Like many books in the library, this manuscript is more important because of its previous owner than for its subject matter, having been owned at one time by Hungary’s greatest King, Matthias Corvinus.
Corvinus (1443-1490), was King of Hungary and Croatia from 1458. He was an indefatigable reader, frequently staying up half the night reading. His library, the Bibliotheca Corviniana, was one of Europe’s greatest collections of secular books, second in size only to the Vatican Library. The size of the library is unknown, and estimates range from as little as 500 to as many as 50,000 volumes.
The Library was destroyed in the Turkish sack of Budapest in 1526, but over two hundred books, mostly manuscripts, have survived. The Chetham copy of Aulus Gellius is one of only a handful of Corvinas in UK libraries.
The manuscript is written in a clear Roman hand on 252 leaves of vellum, with Greek quotations added in red by a different hand. Each book opens with a large initial decorated with ‘white vine-leaf’ ornament and the first page of text has a three-quarter border of the same ornament.
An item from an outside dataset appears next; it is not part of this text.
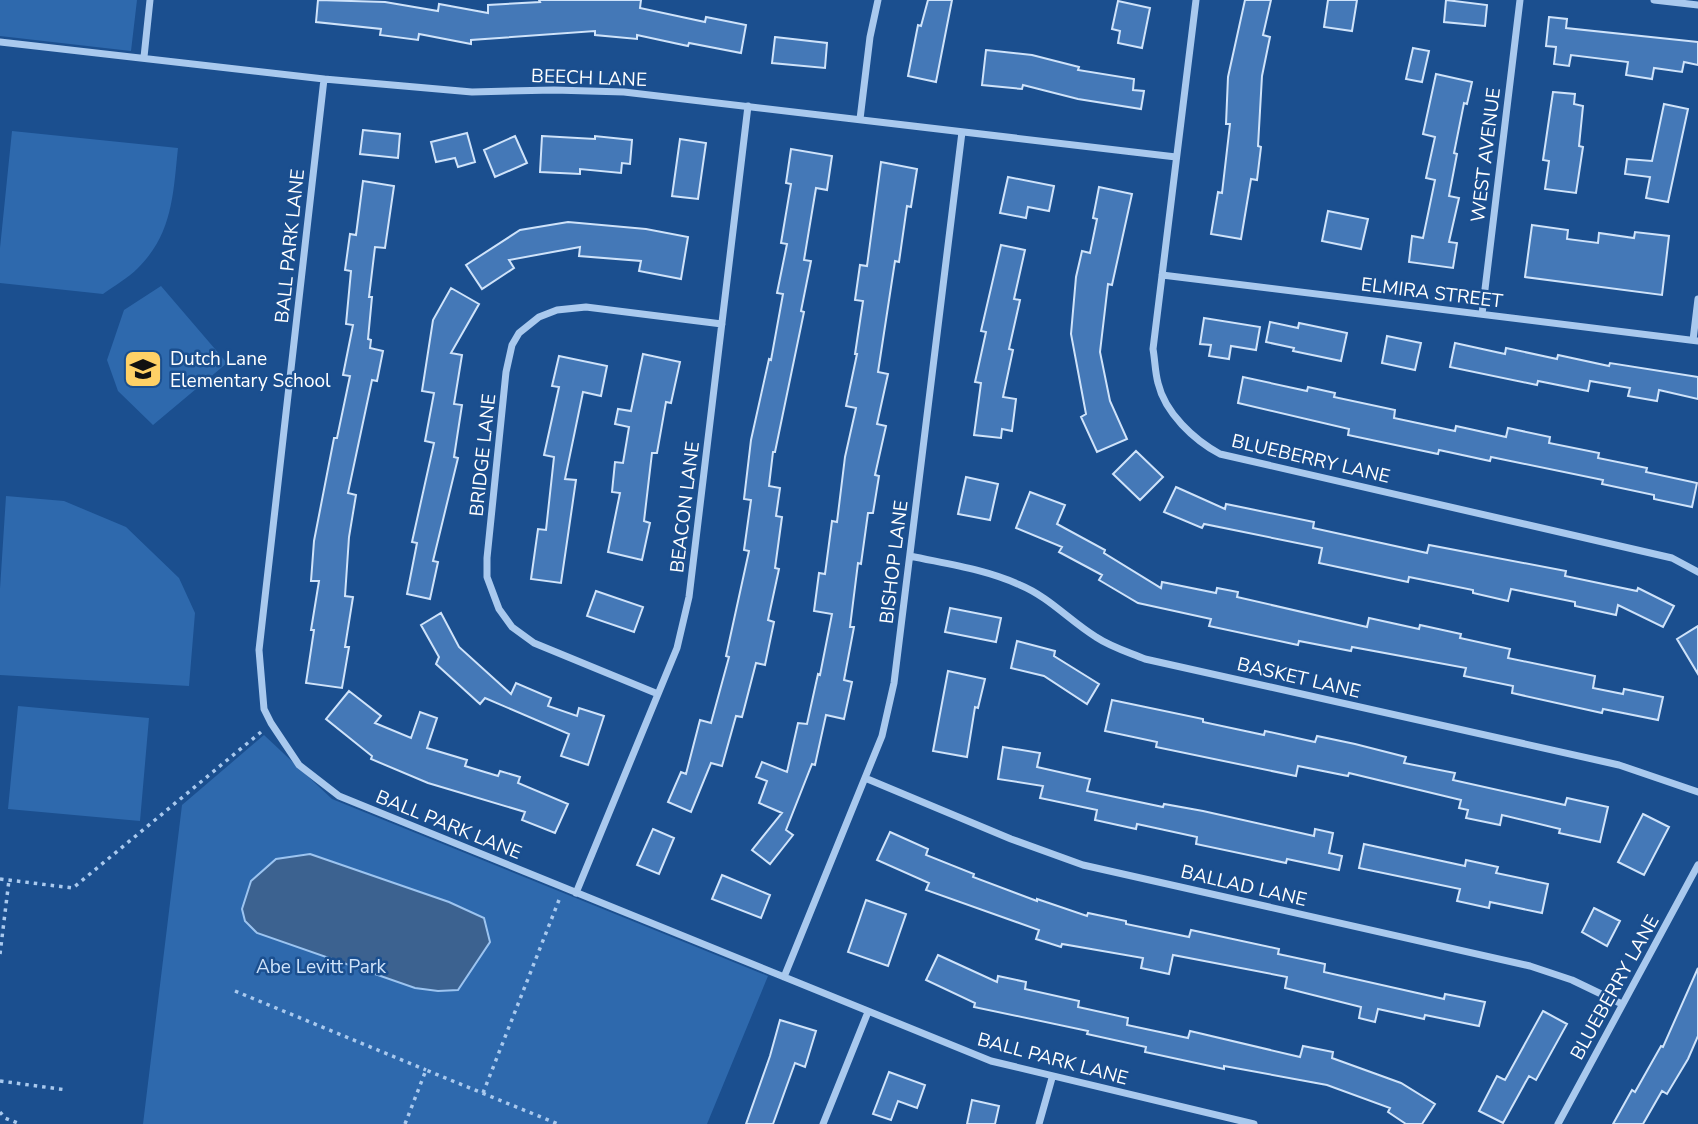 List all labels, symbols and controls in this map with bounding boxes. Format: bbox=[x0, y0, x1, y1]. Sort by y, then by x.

A coat of arms at the foot of the page has been defaced.
The manuscript was produced in Florence, written by a scribe named Humbertus for the merchant Francesco Sassetti. Sassetti was forced by financial difficulties to sell some books at the end of his life and a number were bought by Corvinus.
The history of the manuscript after the sack of Budapest is not known. in the eighteenth century it was owned by the Manchester poet and shorthand writer John Byrom and was presented to the Library in 1870 by his descendent Miss Eleanora Atherton.
The book has possibly the Library’s most beautiful binding: a red goatskin, tooled in gilt and blind, a characteristic product of the Corvinus bindery in Buda. The title is stamped in gold on the lower cover, and Matthias’s emblem, a raven standing on a gilt branch and holding a gilt ring in its beak, appears in the centre of both covers.